The small arms were placed in this beautiful order by one Mr.
Harris, originally a blacksmith, who was properly the forger of his
own fortune, having raised himself by his merit: he had a place or
pension granted him by the government for this piece of service in
particular, which he richly deserved, no nation in Europe being able
to show a magazine of small arms so good in their kind, and so
ingeniously disposed. In the place where the armoury now stands was
formerly a bowling-green, a garden, and some buildings, which were
demolished to make room for the grand arsenal I have been

In the horse-armoury the most remarkable things are some of the
English kings on horseback in complete armour, among which the chief
are Edward III., Henrys V. and VII., King Charles I. and II., and
King William, and a suit of silver armour, said to belong to John of
Gaunt, seven feet and a half high. Here also they show us the
armour of the Lord Kingsale, with the sword he took from the French
general, which gained him the privilege of being covered in the
king's presence, which his posterity enjoy to this day.

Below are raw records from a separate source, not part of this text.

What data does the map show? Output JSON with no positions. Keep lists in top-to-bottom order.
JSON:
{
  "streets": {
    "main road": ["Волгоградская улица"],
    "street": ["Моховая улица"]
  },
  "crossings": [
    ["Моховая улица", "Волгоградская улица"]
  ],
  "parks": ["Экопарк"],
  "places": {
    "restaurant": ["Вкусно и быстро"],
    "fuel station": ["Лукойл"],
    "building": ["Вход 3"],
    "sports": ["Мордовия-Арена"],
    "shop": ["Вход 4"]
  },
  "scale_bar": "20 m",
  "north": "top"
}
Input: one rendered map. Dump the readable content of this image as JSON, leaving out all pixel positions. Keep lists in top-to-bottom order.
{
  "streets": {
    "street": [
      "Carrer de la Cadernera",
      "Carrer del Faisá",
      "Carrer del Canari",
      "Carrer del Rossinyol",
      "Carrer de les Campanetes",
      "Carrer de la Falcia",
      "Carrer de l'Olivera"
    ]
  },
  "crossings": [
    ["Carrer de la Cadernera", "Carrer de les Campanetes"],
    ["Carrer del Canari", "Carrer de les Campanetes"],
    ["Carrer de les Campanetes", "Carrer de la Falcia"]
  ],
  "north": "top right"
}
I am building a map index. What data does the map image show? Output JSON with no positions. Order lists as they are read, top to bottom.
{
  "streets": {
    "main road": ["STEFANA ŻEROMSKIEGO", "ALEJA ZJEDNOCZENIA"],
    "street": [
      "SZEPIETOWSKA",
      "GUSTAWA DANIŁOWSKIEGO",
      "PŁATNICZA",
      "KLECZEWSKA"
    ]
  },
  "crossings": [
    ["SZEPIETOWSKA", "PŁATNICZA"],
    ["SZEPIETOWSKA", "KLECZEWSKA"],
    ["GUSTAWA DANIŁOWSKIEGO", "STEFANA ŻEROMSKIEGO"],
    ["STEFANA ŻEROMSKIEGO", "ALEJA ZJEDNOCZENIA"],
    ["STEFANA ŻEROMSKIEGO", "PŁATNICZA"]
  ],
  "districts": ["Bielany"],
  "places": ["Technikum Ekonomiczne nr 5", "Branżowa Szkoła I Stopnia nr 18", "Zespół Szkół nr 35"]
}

The office of ordnance is in the Tower, with the several apartments
of the officers that belong to it, who have the direction of all the
arms, ammunition, artillery, magazines, and stores of war in the

The White Tower is a lofty, square stone building, with a turret at
each angle, standing on the declivity of the hill, a little below
the armoury, and disengaged from the other buildings, where some
thousand barrels of powder were formerly kept; but great part of the
public magazine of powder is now distributed in the several yards
and storehouses belonging to the government, as at Woolwich,
Chatham, Portsmouth, Plymouth, &c., to prevent accidents, I presume;
for should such a prodigious quantity of powder take fire, it must
be of fatal consequence to the city, as well as the Tower. The main
guard of the Tower, with the lodgings of the officers, are on the
east side of this building.

In the chapel of the White Tower, usually called Caesar's Chapel,
and in a large room adjoining on the east side thereof, sixty-four
feet long, and thirty-one broad, are kept many ancient records, such
as privy-seals in several reigns, bills, answers, and depositions in
chancery, in the reigns of Queen Elizabeth, King James I., and King
Charles I., writs of distringas, supersedeas, de excommunicato
capiendo, and other writs relating to the courts of law; but the
records of the greatest importance are lodged in the Tower called
Wakefield Tower, consisting of statute rolls from the 6th of Edward
I. to the 8th of Edward III.

Parliament rolls beginning anno 5 of Edward II. and ending with the
reign of Edward IV.

Patent rolls beginning anno 3 of John, and ending with the reign of
Edward IV. In these are contained grants of offices, hands,
tenements, temporalities, &c., passing under the great seal.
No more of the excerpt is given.